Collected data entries
Start of Block

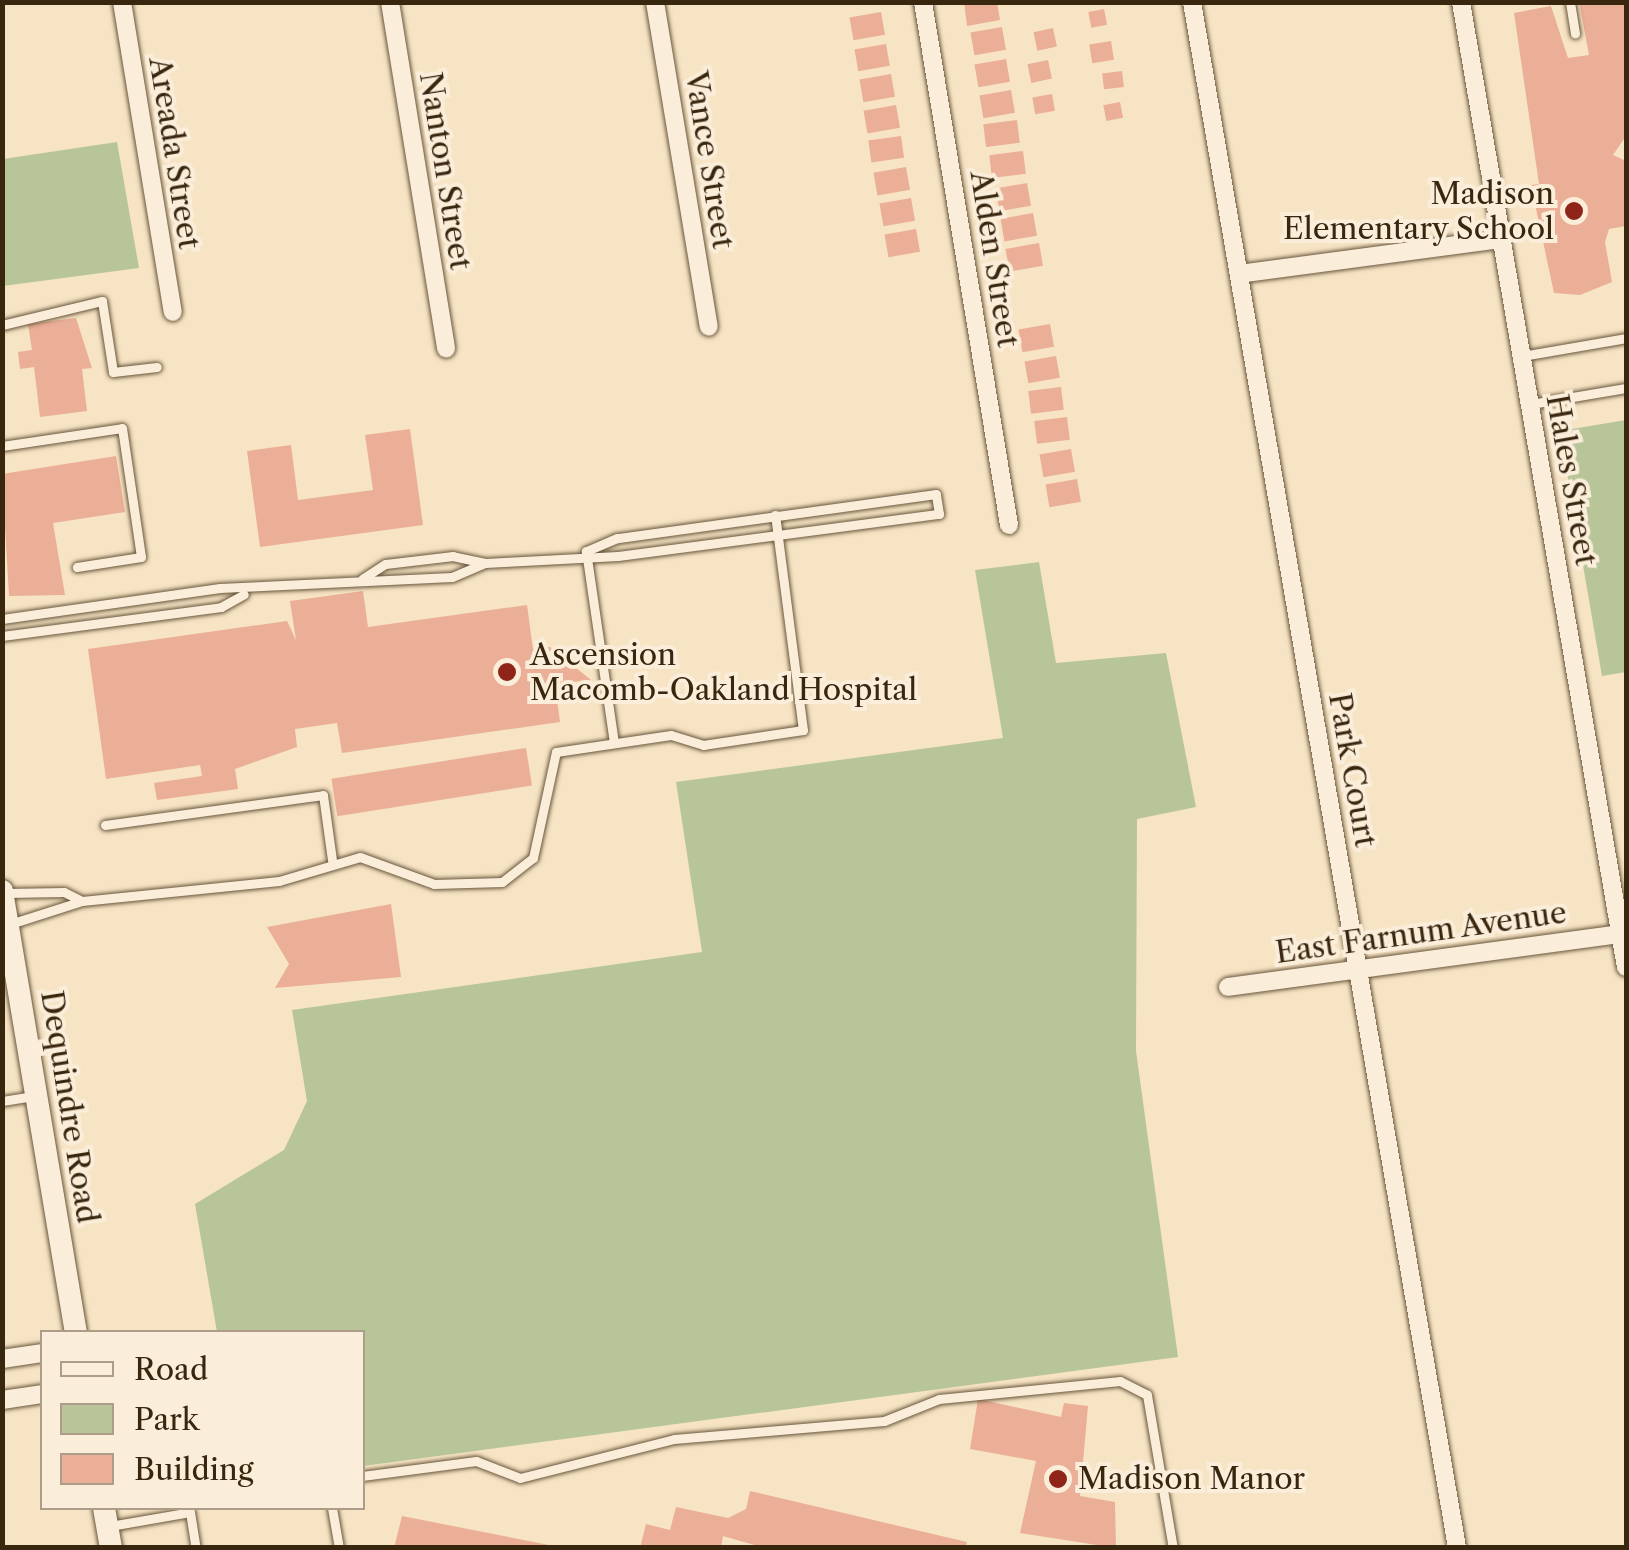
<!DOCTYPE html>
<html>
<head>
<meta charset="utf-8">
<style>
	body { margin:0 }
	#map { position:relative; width:1629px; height:1550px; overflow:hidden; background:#f7e4c4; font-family:"Libre Caslon Text",serif }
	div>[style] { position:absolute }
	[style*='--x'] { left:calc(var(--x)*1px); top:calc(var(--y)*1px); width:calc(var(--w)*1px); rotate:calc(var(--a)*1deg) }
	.green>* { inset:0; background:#b7c599 }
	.building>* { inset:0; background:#eaaf96; transform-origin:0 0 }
	.roads { filter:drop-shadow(0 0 2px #68563c) drop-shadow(0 0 2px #68563c) }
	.service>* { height:9px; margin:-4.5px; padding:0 4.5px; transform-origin:4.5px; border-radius:4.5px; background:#faedd9 }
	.minor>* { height:18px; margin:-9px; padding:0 9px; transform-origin:9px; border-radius:9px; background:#faedd9 }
	.secondary>* { height:22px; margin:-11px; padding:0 11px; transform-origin:11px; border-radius:11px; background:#faedd9 }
	.dots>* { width:28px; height:28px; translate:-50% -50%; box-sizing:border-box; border:5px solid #faedd9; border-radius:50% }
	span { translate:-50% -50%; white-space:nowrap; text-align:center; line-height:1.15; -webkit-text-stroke:8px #faedd9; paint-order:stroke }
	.street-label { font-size:30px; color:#39260f }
	.poi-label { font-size:30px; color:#39260f }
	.right { translate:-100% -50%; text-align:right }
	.left { translate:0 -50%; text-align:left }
	.frame { position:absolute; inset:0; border:5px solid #39260f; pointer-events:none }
	.legend { position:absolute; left:40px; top:1330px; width:325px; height:180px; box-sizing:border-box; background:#faedd9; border:2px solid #ad9d88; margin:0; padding:12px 18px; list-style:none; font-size:30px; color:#39260f }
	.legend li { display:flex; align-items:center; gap:20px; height:50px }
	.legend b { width:50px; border:2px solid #ad9d88 }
</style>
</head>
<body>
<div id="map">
	<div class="green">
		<i style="clip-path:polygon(117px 142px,139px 268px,3px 286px,3px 159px)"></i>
		<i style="clip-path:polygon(1626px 420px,1626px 672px,1602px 676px,1560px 431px)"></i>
		<i style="clip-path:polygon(1039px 562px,1056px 663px,1166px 653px,1196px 807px,1137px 819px,1136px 1051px,1178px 1357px,363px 1466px,362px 1332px,217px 1332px,195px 1204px,284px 1150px,307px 1101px,292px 1010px,702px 952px,676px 782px,1003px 738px,975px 570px)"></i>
	</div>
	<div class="building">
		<i style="clip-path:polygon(964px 2px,997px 2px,1000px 20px,967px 26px)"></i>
		<i style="clip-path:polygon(1579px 2px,1626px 2px,1626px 136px,1613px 155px,1626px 161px,1626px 226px,1609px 229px,1605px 242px,1612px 282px,1580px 295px,1554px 293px,1531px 185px,1539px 184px,1514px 13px,1551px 6px,1568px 58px,1589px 55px)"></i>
		<i style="left:1104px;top:9px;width:16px;height:16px;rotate:79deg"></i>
		<i style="left:881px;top:12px;width:23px;height:32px;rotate:80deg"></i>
		<i style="left:1002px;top:27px;width:23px;height:32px;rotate:80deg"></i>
		<i style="left:1053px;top:28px;width:19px;height:20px;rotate:78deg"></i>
		<i style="left:1111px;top:41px;width:19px;height:22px;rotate:81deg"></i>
		<i style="left:886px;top:44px;width:22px;height:32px;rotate:80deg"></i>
		<i style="left:1006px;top:59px;width:23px;height:32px;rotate:80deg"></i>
		<i style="left:1048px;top:60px;width:19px;height:21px;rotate:78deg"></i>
		<i style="left:1122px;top:71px;width:16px;height:20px;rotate:83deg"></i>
		<i style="left:891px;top:74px;width:23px;height:32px;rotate:80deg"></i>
		<i style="left:1011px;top:90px;width:23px;height:32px;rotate:80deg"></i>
		<i style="left:1052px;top:94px;width:17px;height:20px;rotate:80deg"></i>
		<i style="left:1120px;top:102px;width:16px;height:17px;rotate:79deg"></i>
		<i style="left:896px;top:105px;width:23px;height:33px;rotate:80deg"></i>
		<i style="left:1017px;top:120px;width:23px;height:34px;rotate:83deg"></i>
		<i style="left:901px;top:136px;width:22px;height:33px;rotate:82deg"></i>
		<i style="left:1023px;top:151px;width:23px;height:34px;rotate:83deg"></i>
		<i style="left:906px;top:167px;width:23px;height:33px;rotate:80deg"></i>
		<i style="left:1027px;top:183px;width:23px;height:32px;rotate:80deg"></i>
		<i style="left:911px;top:198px;width:23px;height:32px;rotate:80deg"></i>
		<i style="left:1033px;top:213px;width:23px;height:33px;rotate:80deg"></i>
		<i style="left:916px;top:229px;width:23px;height:32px;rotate:80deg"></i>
		<i style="left:1039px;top:243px;width:23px;height:34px;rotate:80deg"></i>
		<i style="clip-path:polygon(76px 318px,92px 368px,82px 369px,87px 411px,40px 417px,34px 367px,20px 369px,18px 352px,32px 350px,28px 324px)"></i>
		<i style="left:1050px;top:324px;width:23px;height:32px;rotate:80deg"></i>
		<i style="left:1056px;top:356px;width:22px;height:32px;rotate:80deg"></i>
		<i style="left:1061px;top:387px;width:23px;height:33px;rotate:83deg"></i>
		<i style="left:1067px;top:417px;width:23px;height:33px;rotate:83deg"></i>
		<i style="clip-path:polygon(410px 429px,423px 525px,260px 547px,247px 451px,291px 445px,298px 500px,373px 490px,365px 435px)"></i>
		<i style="left:1071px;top:449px;width:23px;height:32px;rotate:80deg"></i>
		<i style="clip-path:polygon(116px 456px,125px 512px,53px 523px,65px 595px,9px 596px,2px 474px)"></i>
		<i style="left:1077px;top:479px;width:23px;height:32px;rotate:80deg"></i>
		<i style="clip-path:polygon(363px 591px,368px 627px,527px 605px,533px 649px,550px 647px,591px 680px,555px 684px,560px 722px,342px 753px,337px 723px,295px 729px,297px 747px,235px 769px,238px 789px,157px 800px,154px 783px,202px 776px,200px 765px,106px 779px,88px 649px,287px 621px,296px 640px,290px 601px)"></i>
		<i style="left:526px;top:748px;width:38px;height:197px;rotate:81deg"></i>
		<i style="clip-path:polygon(391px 904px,401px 977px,275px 988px,289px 964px,267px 927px)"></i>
		<i style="clip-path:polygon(978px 1399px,1061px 1417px,1064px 1403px,1088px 1406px,1080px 1496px,1115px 1502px,1116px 1548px,1020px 1533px,1036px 1461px,970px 1449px)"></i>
		<i style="clip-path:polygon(750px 1491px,967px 1542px,965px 1548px,765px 1548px,723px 1536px,721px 1548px,640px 1548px,646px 1524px,670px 1530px,676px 1507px,728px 1518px,746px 1509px)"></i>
		<i style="clip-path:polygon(402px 1516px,554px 1546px,553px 1548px,394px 1548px)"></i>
	</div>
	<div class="roads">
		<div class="service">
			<i style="--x:1570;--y:2;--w:32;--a:81"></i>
			<i style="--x:2;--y:325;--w:103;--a:-13.5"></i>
			<i style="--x:102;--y:301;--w:72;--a:81.2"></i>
			<i style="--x:113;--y:372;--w:44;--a:-6.5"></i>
			<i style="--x:1522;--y:356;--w:106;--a:-9.8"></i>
			<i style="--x:1531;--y:404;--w:96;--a:-9.6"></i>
			<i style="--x:2;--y:446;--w:121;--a:-8.5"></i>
			<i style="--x:122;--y:428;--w:130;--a:81.6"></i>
			<i style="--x:141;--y:557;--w:65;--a:171.1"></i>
			<i style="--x:586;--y:551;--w:193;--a:81.7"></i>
			<i style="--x:485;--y:563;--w:133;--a:-3"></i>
			<i style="--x:618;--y:556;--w:324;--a:-7.5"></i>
			<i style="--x:939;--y:514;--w:20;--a:-99"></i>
			<i style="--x:936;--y:494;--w:322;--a:172.1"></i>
			<i style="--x:617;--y:538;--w:34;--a:157"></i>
			<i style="--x:2;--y:619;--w:220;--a:-8.1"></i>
			<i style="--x:220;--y:588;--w:232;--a:-2.7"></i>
			<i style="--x:452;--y:577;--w:36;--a:-23"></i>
			<i style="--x:485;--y:563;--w:33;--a:-168"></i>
			<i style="--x:453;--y:556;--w:68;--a:173.3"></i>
			<i style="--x:385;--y:564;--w:27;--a:147"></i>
			<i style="--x:2;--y:636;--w:221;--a:-7.5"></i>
			<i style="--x:221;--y:607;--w:26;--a:-29"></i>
			<i style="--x:105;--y:825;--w:220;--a:-7.8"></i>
			<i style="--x:323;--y:795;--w:66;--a:82.1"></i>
			<i style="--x:6;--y:893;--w:58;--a:-1"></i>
			<i style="--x:64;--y:892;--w:20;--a:27"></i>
			<i style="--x:82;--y:901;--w:76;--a:162.3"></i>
			<i style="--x:82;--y:901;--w:198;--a:-5.8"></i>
			<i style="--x:279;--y:881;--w:84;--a:-16.5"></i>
			<i style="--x:360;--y:857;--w:79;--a:20"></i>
			<i style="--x:434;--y:884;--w:68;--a:-1.7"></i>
			<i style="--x:502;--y:882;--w:39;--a:-38"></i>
			<i style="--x:533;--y:858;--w:108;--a:-77.8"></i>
			<i style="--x:556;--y:752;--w:116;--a:-8.4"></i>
			<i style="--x:671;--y:735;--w:34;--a:17"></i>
			<i style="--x:703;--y:745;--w:101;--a:-8.5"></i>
			<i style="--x:803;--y:730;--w:217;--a:-97.4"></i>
			<i style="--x:2;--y:1101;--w:32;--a:-9"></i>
			<i style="--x:362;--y:1476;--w:115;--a:-7.5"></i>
			<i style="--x:476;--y:1461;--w:47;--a:21.1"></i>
			<i style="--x:520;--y:1478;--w:159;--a:-14.2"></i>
			<i style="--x:674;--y:1439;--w:211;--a:-4.9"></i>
			<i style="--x:884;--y:1421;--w:59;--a:-21.8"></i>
			<i style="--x:939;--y:1399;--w:182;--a:-5.7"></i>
			<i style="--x:1120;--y:1381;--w:30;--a:27"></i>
			<i style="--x:1147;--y:1395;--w:155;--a:80.4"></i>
			<i style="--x:332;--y:1508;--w:41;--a:80.1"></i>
			<i style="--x:110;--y:1526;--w:81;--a:-9.9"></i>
			<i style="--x:190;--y:1512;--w:36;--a:81"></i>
		</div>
		<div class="minor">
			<i style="--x:122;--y:2;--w:314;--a:80.7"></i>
			<i style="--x:390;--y:2;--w:351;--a:80.8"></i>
			<i style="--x:655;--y:2;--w:329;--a:80.6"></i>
			<i style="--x:923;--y:2;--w:530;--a:80.66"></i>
			<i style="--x:1192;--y:2;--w:1569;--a:80.27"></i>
			<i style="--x:1461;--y:2;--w:979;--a:80.3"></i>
			<i style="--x:1239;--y:274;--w:264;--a:-7.6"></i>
			<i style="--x:1228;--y:987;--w:397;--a:-7.7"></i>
			<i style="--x:2;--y:1359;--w:40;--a:-8.5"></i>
			<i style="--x:2;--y:1400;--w:40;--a:-8.5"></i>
		</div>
		<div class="secondary">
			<i style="--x:2;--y:891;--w:447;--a:80.5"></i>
			<i style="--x:104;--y:1508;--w:41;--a:80.1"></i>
		</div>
	</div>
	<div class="dots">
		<i style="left:1574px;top:211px;background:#8f2418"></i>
		<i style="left:507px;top:672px;background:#8f2418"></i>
		<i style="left:1058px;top:1479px;background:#8f2418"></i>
	</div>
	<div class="street-label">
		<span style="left:174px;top:153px;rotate:81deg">Areada Street</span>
		<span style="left:709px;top:160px;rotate:81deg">Vance Street</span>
		<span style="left:445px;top:171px;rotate:81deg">Nanton Street</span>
		<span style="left:994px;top:259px;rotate:81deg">Alden Street</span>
		<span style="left:1571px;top:480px;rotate:80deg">Hales Street</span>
		<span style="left:1352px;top:770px;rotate:80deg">Park Court</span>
		<span style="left:1421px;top:933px;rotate:-8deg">East Farnum Avenue</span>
		<span style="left:69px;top:1107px;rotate:81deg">Dequindre Road</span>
	</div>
	<div class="poi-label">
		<span class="right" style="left:1554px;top:211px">Madison<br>Elementary School</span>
		<span class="left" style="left:530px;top:672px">Ascension<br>Macomb-Oakland Hospital</span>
		<span class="left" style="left:1078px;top:1479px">Madison Manor</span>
	</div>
	<div class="frame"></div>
	<ul class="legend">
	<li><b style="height:12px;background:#faedd9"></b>Road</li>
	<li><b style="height:28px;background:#b7c599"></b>Park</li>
	<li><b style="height:28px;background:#eaaf96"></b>Building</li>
	</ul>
</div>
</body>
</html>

End of Block

*ABOUT THIS TASK*. Each line that holds the string "service" is to be copied from the entries above.

*ANSWER TO THE PROBLEM*.
	.service>* { height:9px; margin:-4.5px; padding:0 4.5px; transform-origin:4.5px; border-radius:4.5px; background:#faedd9 }
		<div class="service">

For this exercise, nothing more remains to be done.